_The task_
Search the entries below for the word "position" and copy every line where it appears.

····················

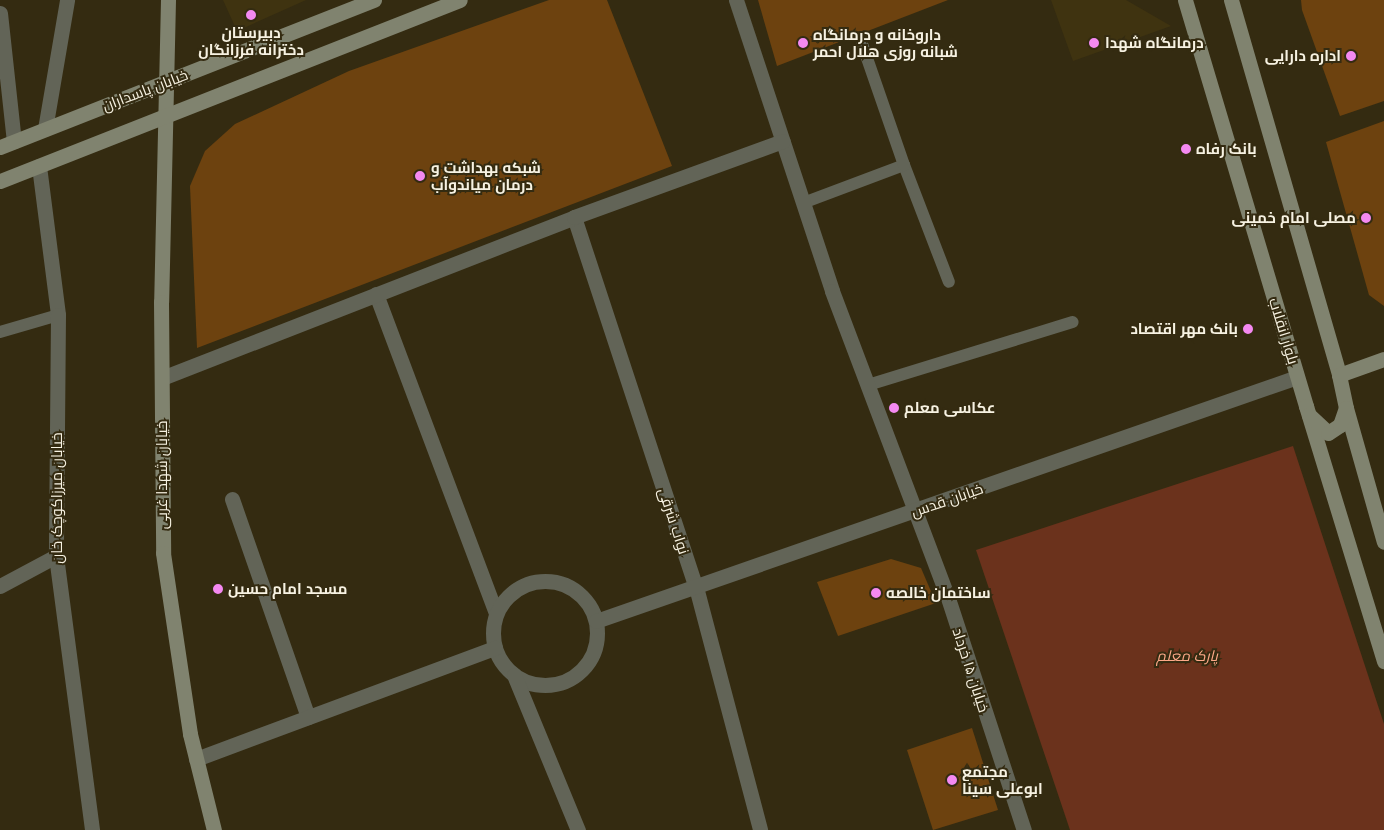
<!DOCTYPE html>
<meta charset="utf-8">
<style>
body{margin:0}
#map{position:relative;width:1384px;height:830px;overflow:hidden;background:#342b11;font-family:Lora,Cairo,serif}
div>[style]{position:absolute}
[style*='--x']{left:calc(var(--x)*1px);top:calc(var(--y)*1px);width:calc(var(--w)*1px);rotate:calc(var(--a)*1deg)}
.built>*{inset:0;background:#3f3310}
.green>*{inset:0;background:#6b321c}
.building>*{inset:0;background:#6d420f}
.lane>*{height:12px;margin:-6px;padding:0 6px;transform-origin:6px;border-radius:6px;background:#626457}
.street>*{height:15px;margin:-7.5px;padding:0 7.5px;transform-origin:7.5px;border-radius:7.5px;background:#626457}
.street>.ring{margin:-7.5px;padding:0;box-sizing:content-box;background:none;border:15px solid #626457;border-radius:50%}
.secondary>*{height:15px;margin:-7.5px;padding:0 7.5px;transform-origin:7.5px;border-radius:7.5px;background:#80836f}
.dots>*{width:14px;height:14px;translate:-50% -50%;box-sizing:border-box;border:2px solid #342b11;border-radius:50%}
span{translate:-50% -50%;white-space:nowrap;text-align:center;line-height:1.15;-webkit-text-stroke:4px #342b11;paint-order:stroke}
.poi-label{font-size:15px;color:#f7f2e2;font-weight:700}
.left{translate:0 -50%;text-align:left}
.right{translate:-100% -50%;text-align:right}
.street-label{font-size:15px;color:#f7f2e2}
.park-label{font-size:15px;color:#fea989;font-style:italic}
</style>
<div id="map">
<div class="built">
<div style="clip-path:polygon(223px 0,306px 0,237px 31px)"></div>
<div style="clip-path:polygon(1051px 0,1126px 0,1171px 26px,1073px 61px)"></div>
</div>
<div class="green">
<div style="clip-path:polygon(1293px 446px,1384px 724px,1384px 830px,1070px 830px,976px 550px)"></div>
</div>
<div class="building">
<div style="clip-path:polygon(549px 0,607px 0,672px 166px,197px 348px,190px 186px,205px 151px,235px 124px,349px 71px)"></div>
<div style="clip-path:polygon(758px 0,948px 0,777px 66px)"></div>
<div style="clip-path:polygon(1301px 0,1384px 0,1384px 101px,1340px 116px,1302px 10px)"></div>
<div style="clip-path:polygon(1384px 121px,1384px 306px,1369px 295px,1326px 142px)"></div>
<div style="clip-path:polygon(891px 559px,921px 568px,936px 603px,838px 636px,817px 582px)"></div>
<div style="clip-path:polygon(972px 728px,998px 810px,933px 830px,907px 750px)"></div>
</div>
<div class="lane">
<div style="--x:904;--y:165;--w:125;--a:69"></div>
<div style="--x:803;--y:203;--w:108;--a:-20.6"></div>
<div style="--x:904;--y:165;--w:128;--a:-109.1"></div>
<div style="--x:0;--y:332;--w:60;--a:-16.3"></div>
<div style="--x:868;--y:385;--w:214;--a:-17.1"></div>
</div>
<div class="street">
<div style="--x:736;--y:0;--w:306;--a:71.7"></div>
<div style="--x:832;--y:291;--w:328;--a:69.3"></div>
<div style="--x:948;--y:598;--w:244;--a:71.9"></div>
<div style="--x:0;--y:13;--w:129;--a:83.8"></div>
<div style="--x:45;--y:129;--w:131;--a:-80.3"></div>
<div style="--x:39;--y:166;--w:150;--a:82.7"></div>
<div style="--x:58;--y:315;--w:241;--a:90.5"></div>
<div style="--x:56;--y:556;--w:276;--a:82.5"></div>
<div style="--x:574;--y:217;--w:390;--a:71.8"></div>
<div style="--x:696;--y:587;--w:251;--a:75.2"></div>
<div style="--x:376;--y:294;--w:341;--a:69.4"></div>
<div style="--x:162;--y:378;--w:442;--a:-21.3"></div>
<div style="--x:574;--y:217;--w:222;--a:-20"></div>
<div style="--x:232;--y:499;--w:231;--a:70.8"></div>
<div class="ring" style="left:493px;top:581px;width:89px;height:89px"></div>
<div style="--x:0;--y:586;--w:64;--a:-28.2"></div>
<div style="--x:596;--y:621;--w:742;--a:-19.19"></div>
<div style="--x:514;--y:675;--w:168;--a:67.6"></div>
<div style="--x:196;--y:759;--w:319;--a:-20.4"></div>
</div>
<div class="secondary">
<div style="--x:168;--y:0;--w:302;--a:91.3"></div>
<div style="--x:161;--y:302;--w:251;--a:89.5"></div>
<div style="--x:163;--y:553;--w:183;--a:81.5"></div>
<div style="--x:190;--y:734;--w:99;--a:76"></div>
<div style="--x:1185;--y:0;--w:424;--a:73.4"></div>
<div style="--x:1306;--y:406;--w:267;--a:73"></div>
<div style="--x:1231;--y:0;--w:390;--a:73.9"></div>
<div style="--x:1339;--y:375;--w:34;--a:78"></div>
<div style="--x:1346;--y:408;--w:139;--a:74.2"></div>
<div style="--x:0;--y:147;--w:402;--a:-21.5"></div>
<div style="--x:0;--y:181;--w:494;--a:-21.5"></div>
<div style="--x:1339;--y:375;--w:48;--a:-19.6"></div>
<div style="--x:1309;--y:415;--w:26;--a:43"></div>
<div style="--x:1328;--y:433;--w:14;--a:-34"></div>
<div style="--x:1340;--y:425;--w:18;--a:-71"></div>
</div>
<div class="dots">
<div style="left:251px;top:15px;background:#f489f1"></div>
<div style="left:803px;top:43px;background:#f489f1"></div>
<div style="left:1094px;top:43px;background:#f489f1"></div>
<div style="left:1351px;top:56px;background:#f489f1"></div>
<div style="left:1186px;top:149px;background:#f489f1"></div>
<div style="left:420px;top:176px;background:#f489f1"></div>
<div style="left:1366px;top:218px;background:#f489f1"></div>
<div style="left:1248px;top:329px;background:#f489f1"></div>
<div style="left:894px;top:408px;background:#f489f1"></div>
<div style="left:218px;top:589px;background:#f489f1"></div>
<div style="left:876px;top:593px;background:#f489f1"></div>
<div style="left:952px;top:780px;background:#f489f1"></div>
</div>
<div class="poi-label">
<span style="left:251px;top:41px">دبیرستان<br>دخترانه فرزانگان</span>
<span class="left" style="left:813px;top:43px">داروخانه و درمانگاه<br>شبانه روزی هلال احمر</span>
<span class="left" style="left:1105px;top:43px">درمانگاه شهدا</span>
<span class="right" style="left:1341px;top:56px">اداره دارایی</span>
<span class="left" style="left:1196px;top:149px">بانک رفاه</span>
<span class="left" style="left:431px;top:176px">شبکه بهداشت و<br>درمان میاندوآب</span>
<span class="right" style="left:1356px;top:218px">مصلی امام خمینی</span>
<span class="right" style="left:1238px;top:329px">بانک مهر اقتصاد</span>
<span class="left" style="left:904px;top:408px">عکاسی معلم</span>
<span class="left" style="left:228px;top:589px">مسجد امام حسین</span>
<span class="left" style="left:886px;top:593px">ساختمان خالصه</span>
<span class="left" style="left:962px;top:780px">مجتمع<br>ابوعلی سینا</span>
</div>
<div class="street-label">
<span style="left:145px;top:90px;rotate:-21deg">خیابان پاسداران</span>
<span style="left:1284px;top:331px;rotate:73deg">بلوار انقلاب</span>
<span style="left:162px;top:475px;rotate:-90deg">خیابان شهدا غربی</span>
<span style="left:57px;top:498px;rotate:-90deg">خیابان میرزاکوچک خان</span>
<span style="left:947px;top:500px;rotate:-19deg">خیابان قدس</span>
<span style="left:674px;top:521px;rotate:72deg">نواب شرقی</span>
<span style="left:971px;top:670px;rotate:72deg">خیابان ۱۵ خرداد</span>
</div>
<div class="park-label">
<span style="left:1187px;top:656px">پارک معلم</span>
</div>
</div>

····················

_Problem solution_
#map{position:relative;width:1384px;height:830px;overflow:hidden;background:#342b11;font-family:Lora,Cairo,serif}
div>[style]{position:absolute}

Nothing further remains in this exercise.